*Work required:*
Could you give the whole listing again, exactly as it reads?
┄┄┄┄┄┄┄┄┄┄┄┄┄┄┄┄┄┄┄┄
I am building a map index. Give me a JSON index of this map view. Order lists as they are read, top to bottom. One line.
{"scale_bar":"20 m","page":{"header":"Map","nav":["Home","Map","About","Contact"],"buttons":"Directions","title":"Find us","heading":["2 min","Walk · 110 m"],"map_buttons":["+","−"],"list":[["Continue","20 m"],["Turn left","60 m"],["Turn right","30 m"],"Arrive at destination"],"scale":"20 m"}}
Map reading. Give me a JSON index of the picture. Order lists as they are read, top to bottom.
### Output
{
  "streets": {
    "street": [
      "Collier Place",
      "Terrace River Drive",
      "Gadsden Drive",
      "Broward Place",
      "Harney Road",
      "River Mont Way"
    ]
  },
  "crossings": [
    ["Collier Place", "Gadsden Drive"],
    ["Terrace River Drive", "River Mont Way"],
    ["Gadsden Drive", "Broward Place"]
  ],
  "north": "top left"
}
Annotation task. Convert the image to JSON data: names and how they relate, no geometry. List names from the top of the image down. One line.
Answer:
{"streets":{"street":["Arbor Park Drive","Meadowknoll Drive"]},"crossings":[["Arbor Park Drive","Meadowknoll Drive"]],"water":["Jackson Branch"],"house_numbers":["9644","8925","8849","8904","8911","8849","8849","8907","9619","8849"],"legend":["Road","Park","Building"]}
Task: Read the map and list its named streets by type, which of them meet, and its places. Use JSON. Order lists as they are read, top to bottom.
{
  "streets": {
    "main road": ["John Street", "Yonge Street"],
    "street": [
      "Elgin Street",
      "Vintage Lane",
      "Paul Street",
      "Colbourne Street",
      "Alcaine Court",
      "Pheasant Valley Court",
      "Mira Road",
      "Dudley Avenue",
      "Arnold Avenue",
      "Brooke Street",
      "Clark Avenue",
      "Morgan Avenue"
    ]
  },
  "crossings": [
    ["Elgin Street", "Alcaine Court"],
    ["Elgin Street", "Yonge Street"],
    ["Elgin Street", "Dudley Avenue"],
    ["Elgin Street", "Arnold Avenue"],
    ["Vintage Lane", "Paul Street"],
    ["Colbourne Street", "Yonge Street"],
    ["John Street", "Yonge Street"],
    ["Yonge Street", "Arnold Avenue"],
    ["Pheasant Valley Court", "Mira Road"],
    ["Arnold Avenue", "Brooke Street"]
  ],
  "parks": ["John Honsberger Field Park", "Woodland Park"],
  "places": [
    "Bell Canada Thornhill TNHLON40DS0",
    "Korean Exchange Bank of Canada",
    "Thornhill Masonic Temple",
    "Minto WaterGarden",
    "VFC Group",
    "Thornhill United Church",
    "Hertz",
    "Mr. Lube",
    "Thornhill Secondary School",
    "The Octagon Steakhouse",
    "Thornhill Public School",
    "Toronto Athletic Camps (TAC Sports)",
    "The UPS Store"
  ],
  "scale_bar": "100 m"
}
┄┄┄┄┄┄┄┄┄┄┄┄┄┄┄┄┄┄┄┄
*Written solution:*
I am building a map index. Give me a JSON index of this map view. Order lists as they are read, top to bottom. One line.
{"scale_bar":"20 m","page":{"header":"Map","nav":["Home","Map","About","Contact"],"buttons":"Directions","title":"Find us","heading":["2 min","Walk · 110 m"],"map_buttons":["+","−"],"list":[["Continue","20 m"],["Turn left","60 m"],["Turn right","30 m"],"Arrive at destination"],"scale":"20 m"}}
Map reading. Give me a JSON index of the picture. Order lists as they are read, top to bottom.
### Output
{
  "streets": {
    "street": [
      "Collier Place",
      "Terrace River Drive",
      "Gadsden Drive",
      "Broward Place",
      "Harney Road",
      "River Mont Way"
    ]
  },
  "crossings": [
    ["Collier Place", "Gadsden Drive"],
    ["Terrace River Drive", "River Mont Way"],
    ["Gadsden Drive", "Broward Place"]
  ],
  "north": "top left"
}
Annotation task. Convert the image to JSON data: names and how they relate, no geometry. List names from the top of the image down. One line.
Answer:
{"streets":{"street":["Arbor Park Drive","Meadowknoll Drive"]},"crossings":[["Arbor Park Drive","Meadowknoll Drive"]],"water":["Jackson Branch"],"house_numbers":["9644","8925","8849","8904","8911","8849","8849","8907","9619","8849"],"legend":["Road","Park","Building"]}
Task: Read the map and list its named streets by type, which of them meet, and its places. Use JSON. Order lists as they are read, top to bottom.
{
  "streets": {
    "main road": ["John Street", "Yonge Street"],
    "street": [
      "Elgin Street",
      "Vintage Lane",
      "Paul Street",
      "Colbourne Street",
      "Alcaine Court",
      "Pheasant Valley Court",
      "Mira Road",
      "Dudley Avenue",
      "Arnold Avenue",
      "Brooke Street",
      "Clark Avenue",
      "Morgan Avenue"
    ]
  },
  "crossings": [
    ["Elgin Street", "Alcaine Court"],
    ["Elgin Street", "Yonge Street"],
    ["Elgin Street", "Dudley Avenue"],
    ["Elgin Street", "Arnold Avenue"],
    ["Vintage Lane", "Paul Street"],
    ["Colbourne Street", "Yonge Street"],
    ["John Street", "Yonge Street"],
    ["Yonge Street", "Arnold Avenue"],
    ["Pheasant Valley Court", "Mira Road"],
    ["Arnold Avenue", "Brooke Street"]
  ],
  "parks": ["John Honsberger Field Park", "Woodland Park"],
  "places": [
    "Bell Canada Thornhill TNHLON40DS0",
    "Korean Exchange Bank of Canada",
    "Thornhill Masonic Temple",
    "Minto WaterGarden",
    "VFC Group",
    "Thornhill United Church",
    "Hertz",
    "Mr. Lube",
    "Thornhill Secondary School",
    "The Octagon Steakhouse",
    "Thornhill Public School",
    "Toronto Athletic Camps (TAC Sports)",
    "The UPS Store"
  ],
  "scale_bar": "100 m"
}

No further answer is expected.